For generalized linear models, the response variables are inherently non-linear. The common solution is to apply a link function to linearize the response, and derive the parameter estimate \(\beta\) on this new linear (link) scale. Common link functions include logit and probit for binary responses, and log for Poisson, although many others exist.

This transformation, however, means that the modeled response is not actually observed, and thus the true error is not known. Obtaining the standard deviation of the response used in the calculation of standardized coefficients requires further assumptions about the distribution-specific variance.

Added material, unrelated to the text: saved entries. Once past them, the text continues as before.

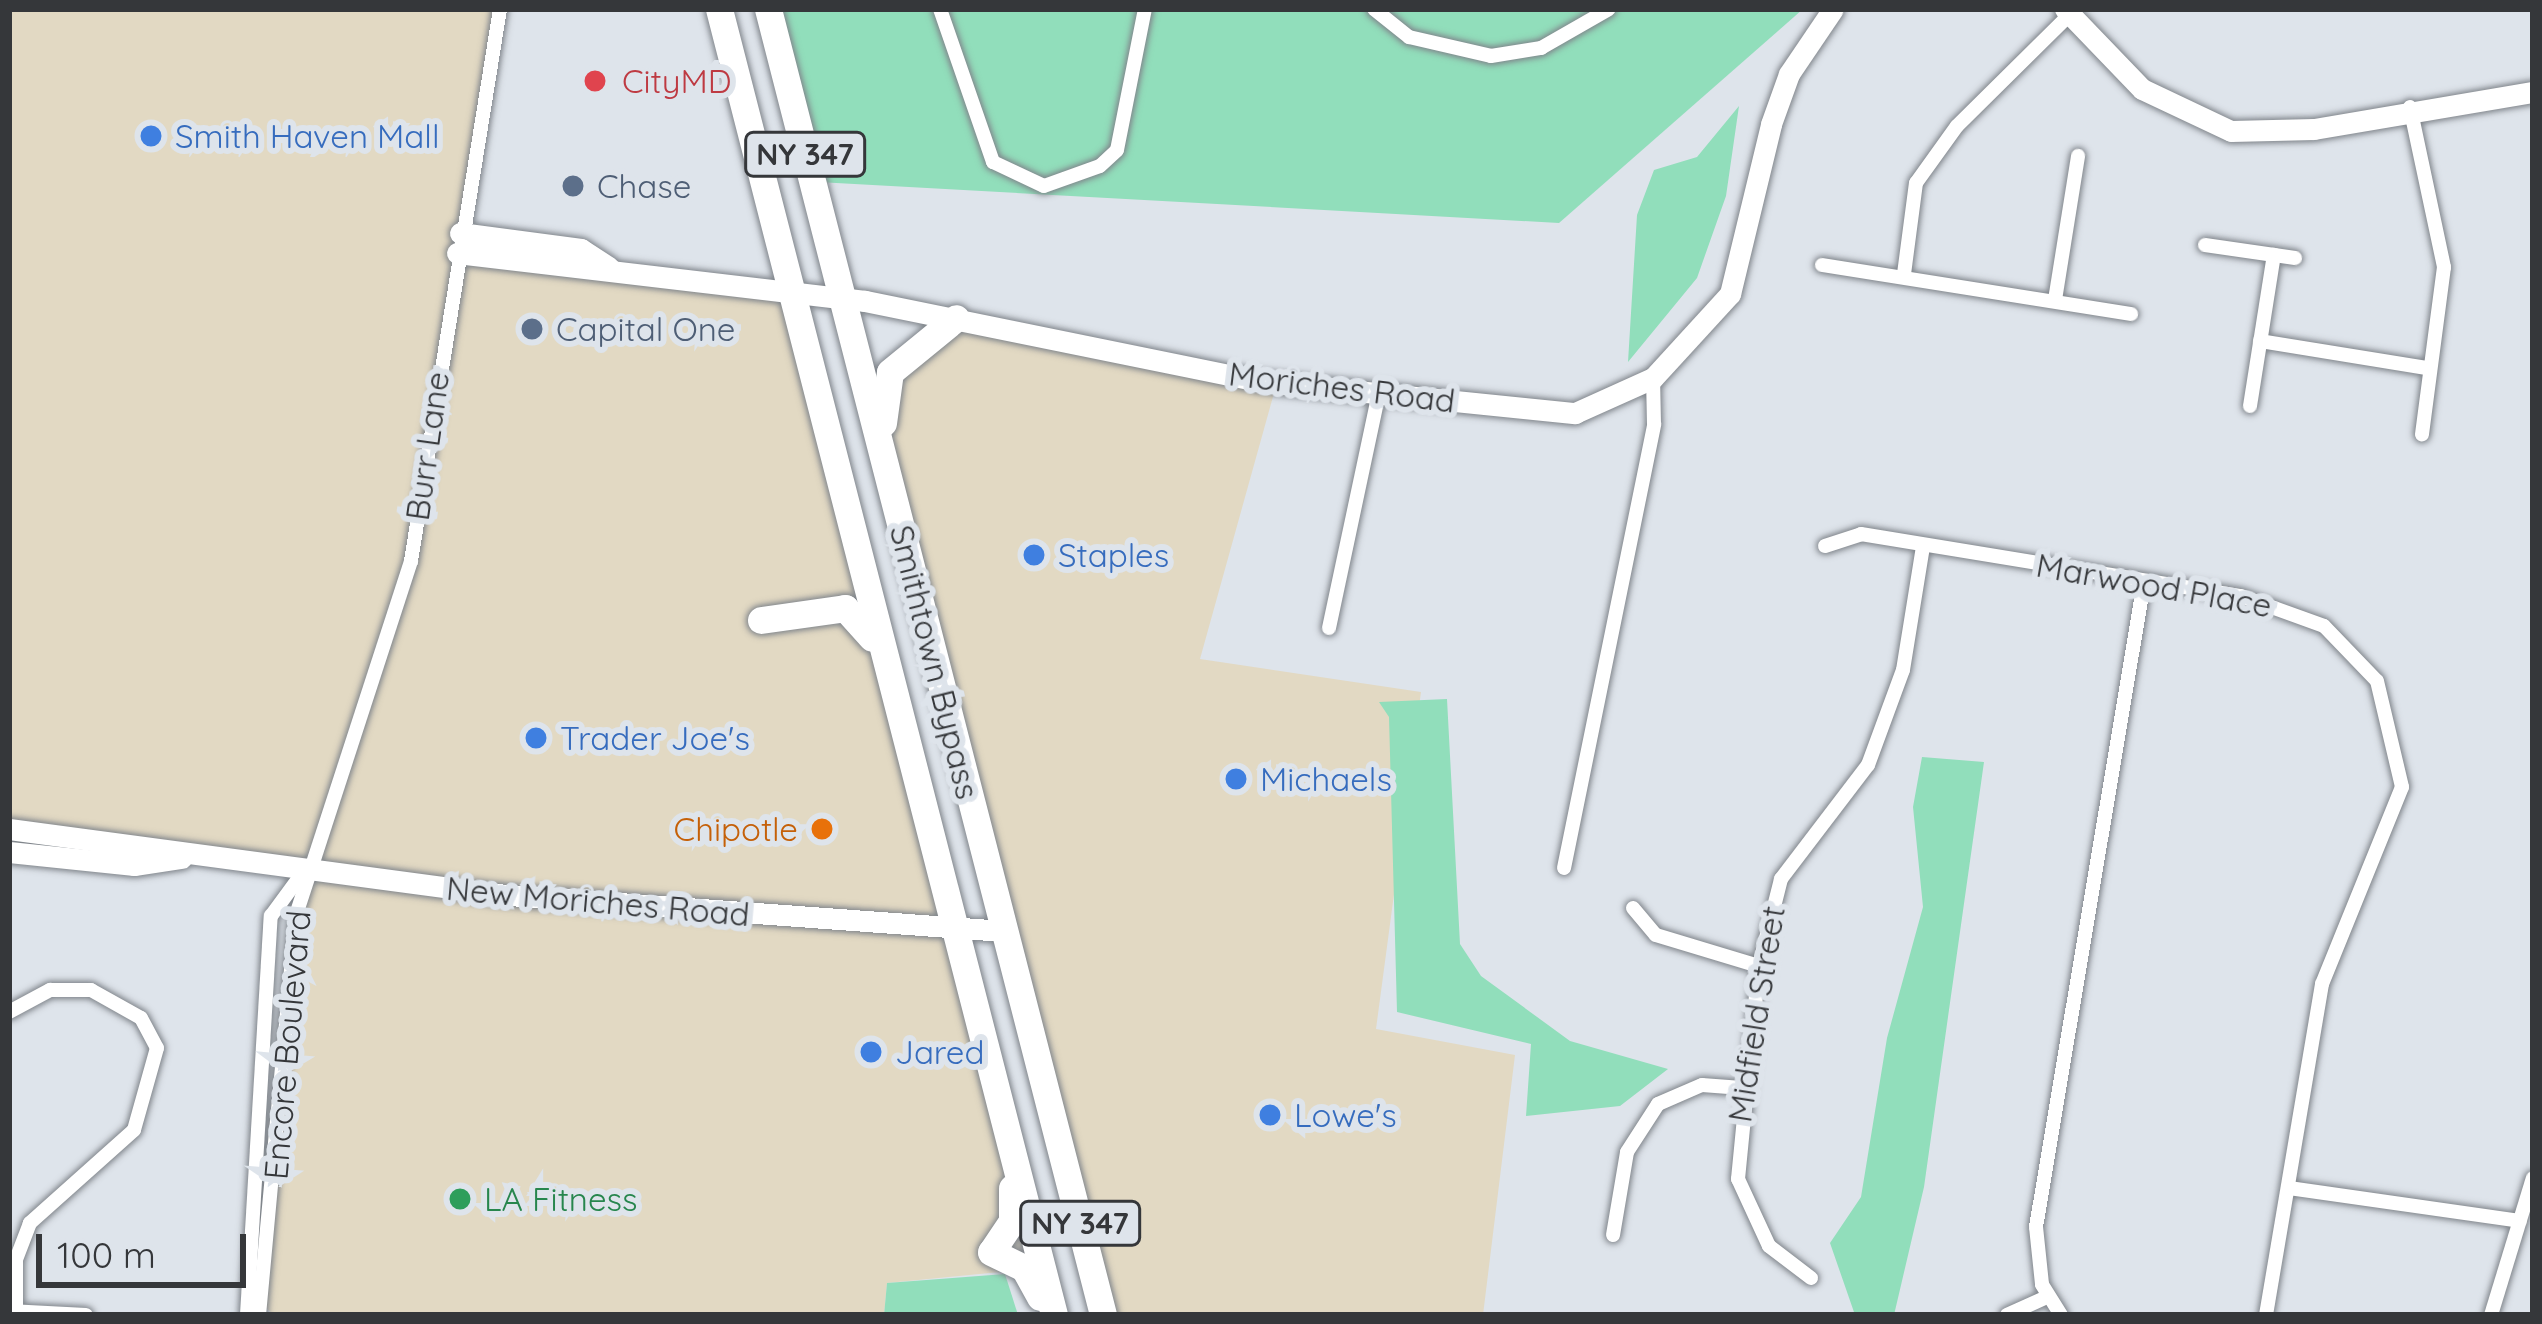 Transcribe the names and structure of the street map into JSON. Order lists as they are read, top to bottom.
{
  "streets": {
    "highway": ["NY 347", "Smithtown Bypass"],
    "main road": ["Moriches Road", "New Moriches Road"],
    "street": [
      "Burr Lane",
      "Marwood Place",
      "Midfield Street",
      "Encore Boulevard"
    ]
  },
  "crossings": [
    ["Moriches Road", "Burr Lane"],
    ["Moriches Road", "Smithtown Bypass"],
    ["Burr Lane", "New Moriches Road"],
    ["Burr Lane", "Encore Boulevard"],
    ["Marwood Place", "Midfield Street"],
    ["Smithtown Bypass", "New Moriches Road"],
    ["New Moriches Road", "Encore Boulevard"]
  ],
  "places": [
    "CityMD",
    "Smith Haven Mall",
    "Chase",
    "Capital One",
    "Staples",
    "Trader Joe's",
    "Michaels",
    "Chipotle",
    "Jared",
    "Lowe's",
    "LA Fitness"
  ],
  "scale_bar": "100 m"
}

We implement two solutions for obtaining the error variance to produce standardized coefficients for GLM, focusing for the moment on binary response models: the latent theoretic (`standardize.type = "latent.linear"`

) and the observation error approach (`standardize.type = "Menard.OE"`

).

In the latent theoretic approach, we assume a fixed error variance for the binomial distribution based on the link function: for logit, it is \(\pi\)^2/3 and for the probit, it is 1. This value is added to the predicted fits on the linear (link) scale and then the square-root of the variance of these values is taken to obtain the standard deviation of y.

In the observation error approach, a rough estimate of the error variance is obtained through the calculation of a pseudo-R^2, which is simply the correlation between the observed and predicted fits (in this case, in the original units). The error variance is again added to the variance of the predicted fits and the square-root is taken to obtain the standard deviation of y.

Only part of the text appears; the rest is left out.